Can you believe we’re coming up on Thanksgiving weekend? I feel like it was just summer, then I blinked twice, and now the stores are filled with pumpkins and people are talking about how they plan to prepare their holiday turkey. I know my American friends always think it’s too early for Thanksgiving. But even as a true red-and-white Canadian, I’m a little surprised at how quickly it has crept up on me this year.
Oh well, it’s a good celebration. There’s never a bad time to practice thankfulness, and I know it will be a joyful time with family and friends. Hopefully, I’ll remember not to eat too much.

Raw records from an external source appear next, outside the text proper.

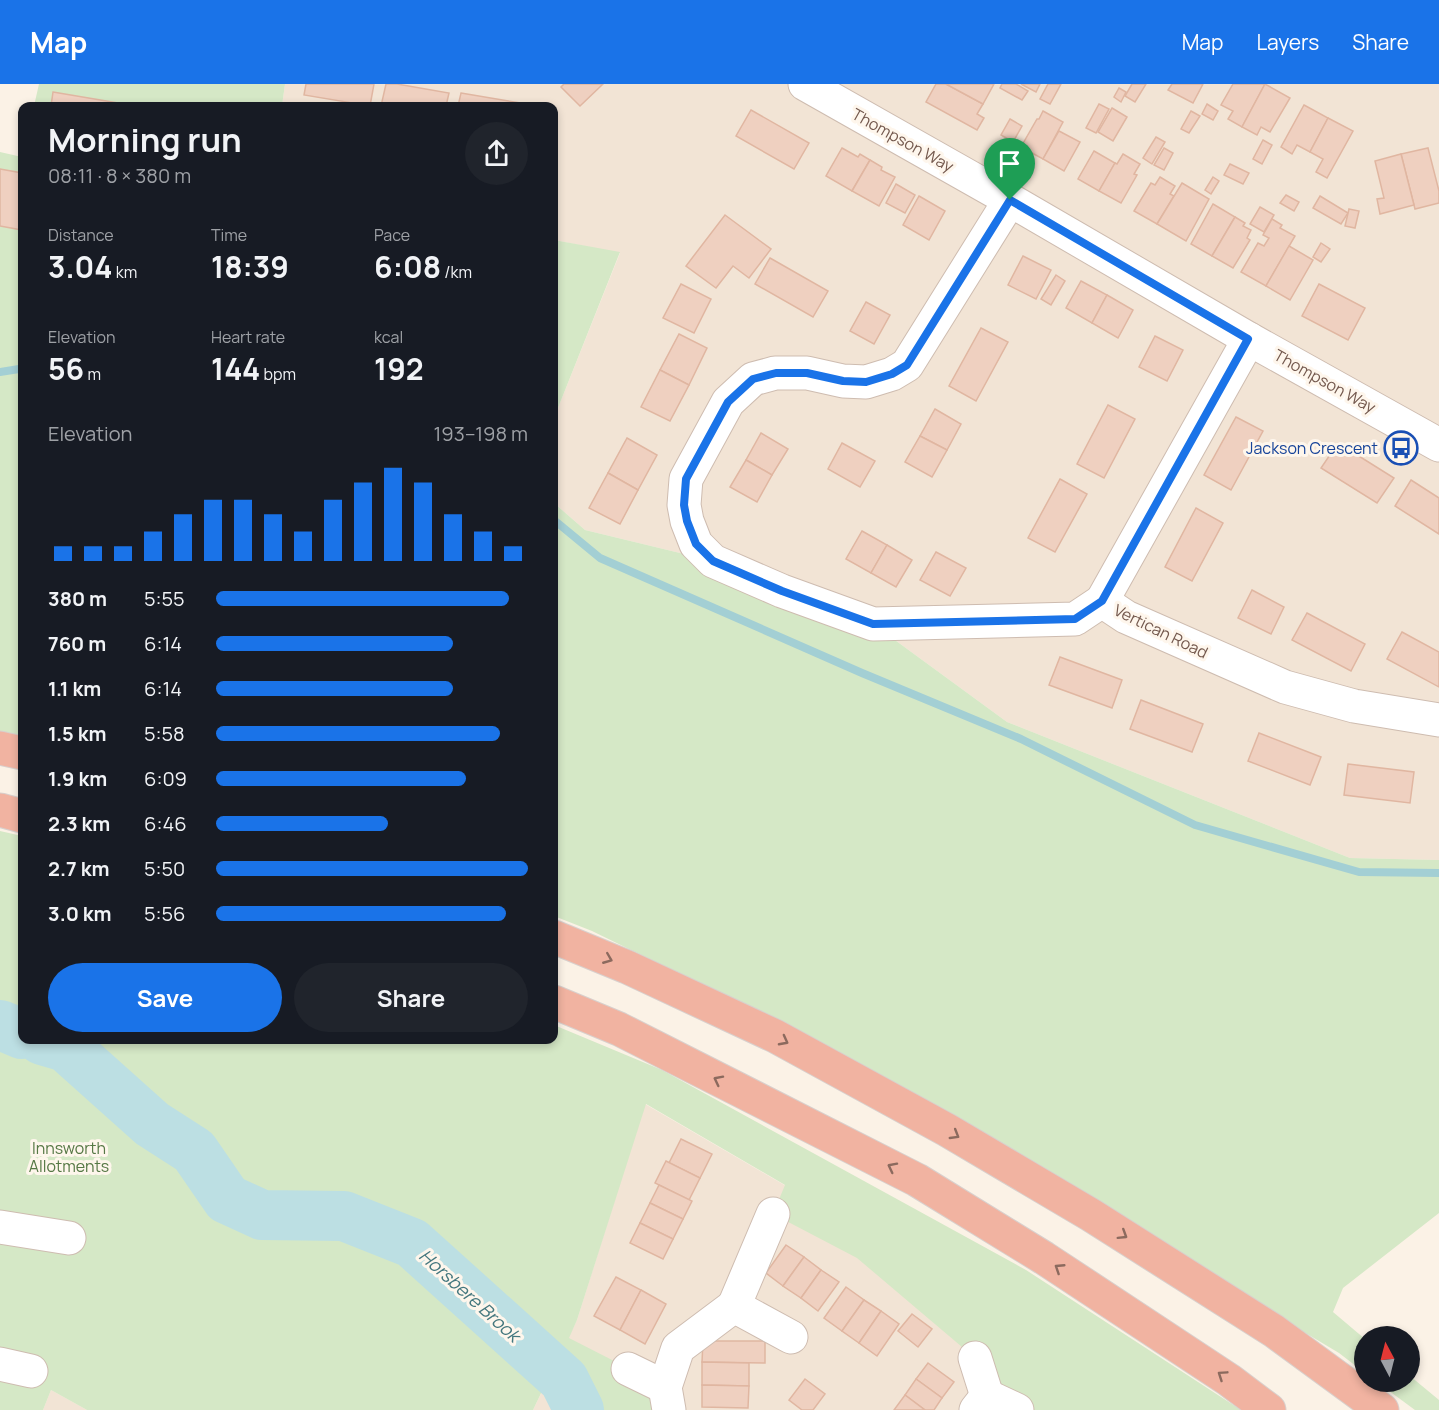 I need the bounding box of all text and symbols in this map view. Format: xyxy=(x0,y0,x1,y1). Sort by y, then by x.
text: Map xyxy=(30,23,87,61)
text: Map xyxy=(1182,28,1223,56)
text: Layers xyxy=(1256,28,1319,56)
text: Share xyxy=(1352,28,1409,56)
street label: Thompson Way xyxy=(848,103,958,177)
text: Morning run xyxy=(48,117,242,162)
button: share xyxy=(465,122,528,185)
pin xyxy=(984,138,1035,200)
icon: arrive xyxy=(993,147,1026,180)
text: 08:11 · 8 × 380 m xyxy=(48,162,191,189)
text: Distance xyxy=(48,224,114,246)
text: Time xyxy=(211,224,247,246)
text: Pace xyxy=(374,224,410,246)
text: 3.04 xyxy=(48,246,113,287)
text: 18:39 xyxy=(211,246,289,287)
text: 6:08 xyxy=(374,246,441,287)
text: km xyxy=(113,261,137,283)
text: /km xyxy=(441,261,472,283)
text: Elevation xyxy=(48,326,116,348)
text: Heart rate xyxy=(211,326,285,348)
text: kcal xyxy=(374,326,403,348)
street label: Thompson Way xyxy=(1270,344,1380,418)
text: 56 xyxy=(48,348,84,389)
text: 144 xyxy=(211,348,260,389)
text: 192 xyxy=(374,348,424,389)
text: m xyxy=(84,363,101,385)
text: bpm xyxy=(260,363,296,385)
text: Elevation xyxy=(48,420,132,447)
text: 193–198 m xyxy=(434,420,528,447)
bus stop icon: Jackson Crescent xyxy=(1383,430,1419,466)
place label: Jackson Crescent xyxy=(1246,437,1378,459)
text: 380 m xyxy=(48,585,107,612)
text: 5:55 xyxy=(144,585,185,612)
street label: Vertican Road xyxy=(1110,599,1212,663)
text: 760 m xyxy=(48,630,106,657)
text: 6:14 xyxy=(144,630,182,657)
text: 1.1 km xyxy=(48,675,101,702)
text: 6:14 xyxy=(144,675,182,702)
text: 1.5 km xyxy=(48,720,107,747)
text: 5:58 xyxy=(144,720,185,747)
text: 1.9 km xyxy=(48,765,107,792)
text: 6:09 xyxy=(144,765,187,792)
text: 2.3 km xyxy=(48,810,110,837)
text: 6:46 xyxy=(144,810,187,837)
text: 2.7 km xyxy=(48,855,109,882)
text: 5:50 xyxy=(144,855,185,882)
text: 3.0 km xyxy=(48,900,112,927)
text: 5:56 xyxy=(144,900,186,927)
one-way arrow xyxy=(601,952,612,964)
button: Save xyxy=(48,963,282,1032)
button: Share xyxy=(294,963,528,1032)
one-way arrow xyxy=(778,1034,788,1045)
one-way arrow xyxy=(714,1076,724,1087)
one-way arrow xyxy=(949,1127,959,1139)
park label: Innsworth Allotments xyxy=(29,1137,109,1177)
one-way arrow xyxy=(888,1163,899,1175)
one-way arrow xyxy=(1117,1227,1127,1239)
water label: Horsbere Brook xyxy=(415,1243,528,1349)
one-way arrow xyxy=(1055,1264,1066,1275)
north arrow xyxy=(1354,1326,1420,1392)
map controls xyxy=(1354,1326,1420,1392)
one-way arrow xyxy=(1218,1371,1229,1382)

In honor of the upcoming holiday, this week I started making a list of the blessings I enjoy in life: home and family, friends and good neighbors, a warm and dry place to sleep, food security, decent health, safety in travel, freedom and a general environment of peace, not to mention a wonderful church community, a firm sense of purpose and hope, the knowledge that I am loved and graciously accepted by a wonderful Heavenly Father, and so much more. The list gets long in a hurry. It makes me smile, and really does prompt a thankful mindset when I reflect on it for even a little while. Yup – Thanksgiving is a good holiday.

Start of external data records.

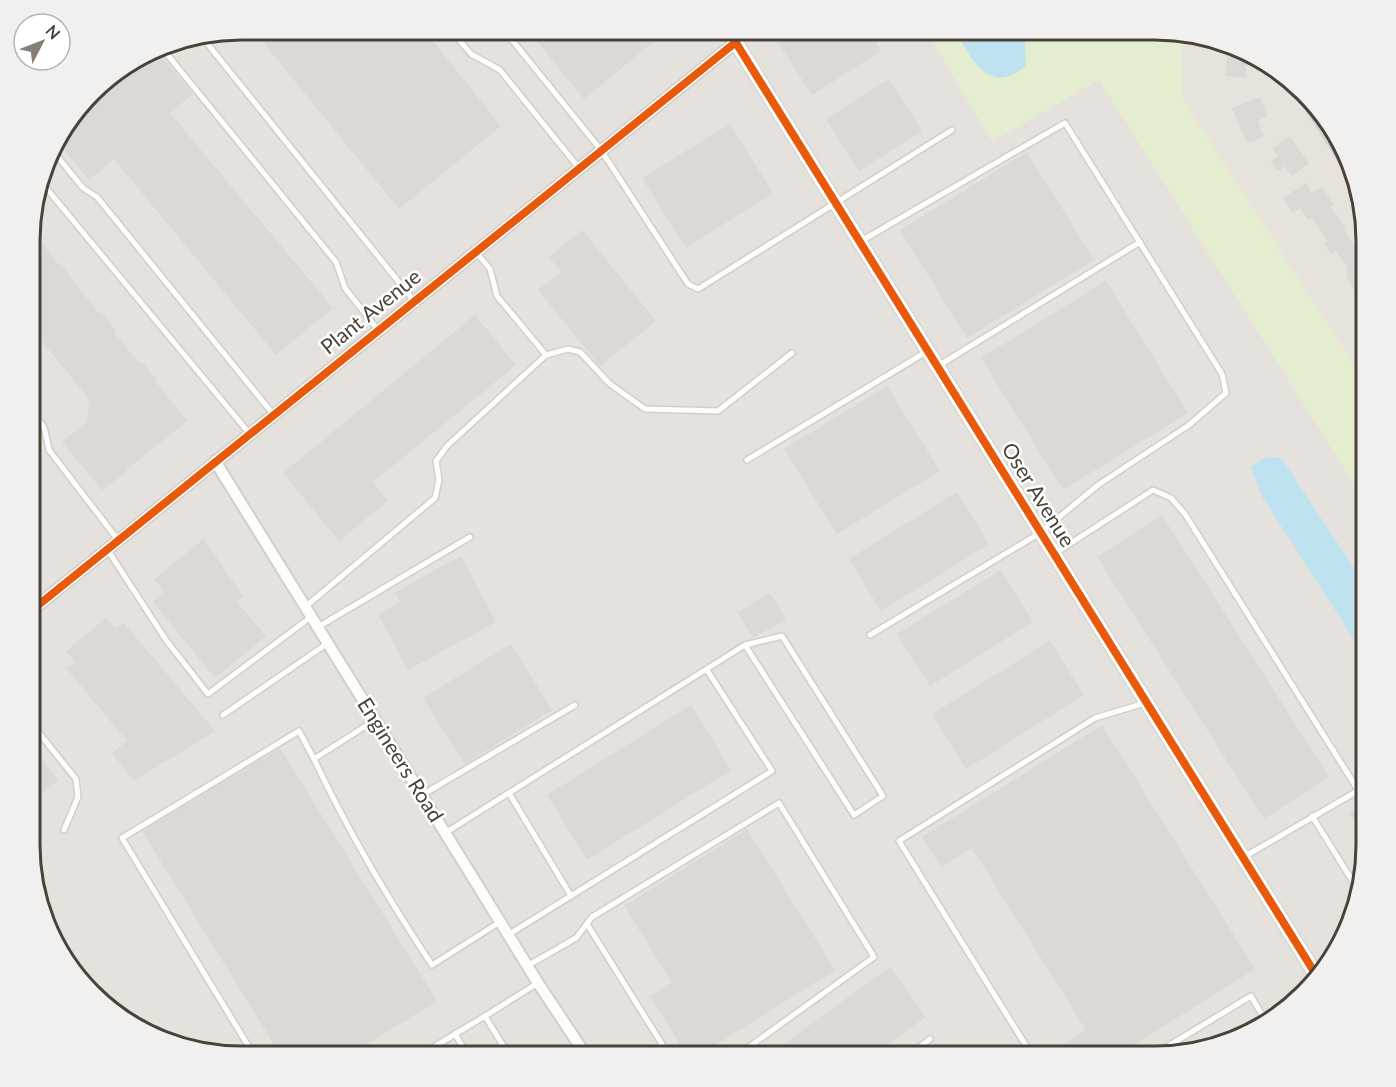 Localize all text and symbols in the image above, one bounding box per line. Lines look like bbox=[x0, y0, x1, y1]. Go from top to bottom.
north arrow bbox=[12, 12, 72, 72]
text: N bbox=[42, 21, 65, 43]
street label: Plant Avenue bbox=[315, 263, 425, 359]
street label: Oser Avenue bbox=[997, 437, 1081, 551]
street label: Engineers Road bbox=[353, 692, 450, 826]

Half way through making my list, I found myself humming. I thought for a moment and realized that I was starting to catch mental echoes of favorite hymns. One in particular seems appropriate in this season. It’s familiar, but worth sharing together. It goes:
Great is Thy faithfulness, O God my Father. There is no shadow of turning with Thee.
Thou changest not, Thy compassions they fail not. As Thou hast been Thou forever wilt be.
Summer and winter, and springtime and harvest, sun, moon, and stars in their courses above,
Join with all nature in manifold witness to Thy great faithfulness, mercy, and love.
Pardon for sin, and a peace that endureth. Thine own dear presence to cheer and to guide.
Strength for today, and bright hope for tomorrow – blessings all mine, with ten thousand beside.
Great is Thy faithfulness! Great is Thy faithfulness! Morning by morning new mercies I see.
All I have needed, Thy hand hath provided. Great is Thy faithfulness, Lord unto me.
God is faithful, and I am thankful. May we all find fresh reasons to celebrate His goodness again on this Thanksgiving weekend.
Thanksgiving will be a prominent theme in our worship this Sunday morning, though it won’t be the main focus of my message. I’m trying to keep us moving through Colossians, which means this week we turn to the next paragraph in our study, Colossians 1:13-20. This is one of the most powerful and tightly-packed passages in the New Testament, and one of the strongest statements about Jesus anywhere in the Bible—alongside John 1, Philippians 2, and Hebrews 1. New Testament scholars refer to verses 15-20 as a hymn because the style is very poetic and the content is carefully structured. (In that sense, it’s similar to Great Is Thy Faithfulness, above.)
I love this passage. It’s one of the crucial foundation stones of the Christian faith, and it’s a great encouragement and prompt for worship. The only problem with it: it’s pretty much impossible to do these verses justice. There’s so much in them that we could spend hours and hours and still find ourselves amazed and lost in wonder and feeling like we need to probe deeper. I suspect that we’ll spend eternity pondering the amazing truths that are teased for us here. But hopefully we’ll at least get a start this week.
With that in mind, I encourage you to spend a little time meditating on the passage and praying that we will all have open eyes and ears to hear what it has to say. If you want to do a little more comparative reading this week as well, you could look at Ephesians 1:18-23, John 1:1-14, Philippians 2:1-11, and/or Hebrews 1:1-12. And for the real keeners among us, bonus points for doing a quick review of the Apostles’ Creed (which can be found here for those who never memorized it: https://www.usccb.org/prayers/apostles-creed).
That’s my news for now. Have a great week. I look forward to worshipping together and expressing our thanks to God again this Sunday. Blessings!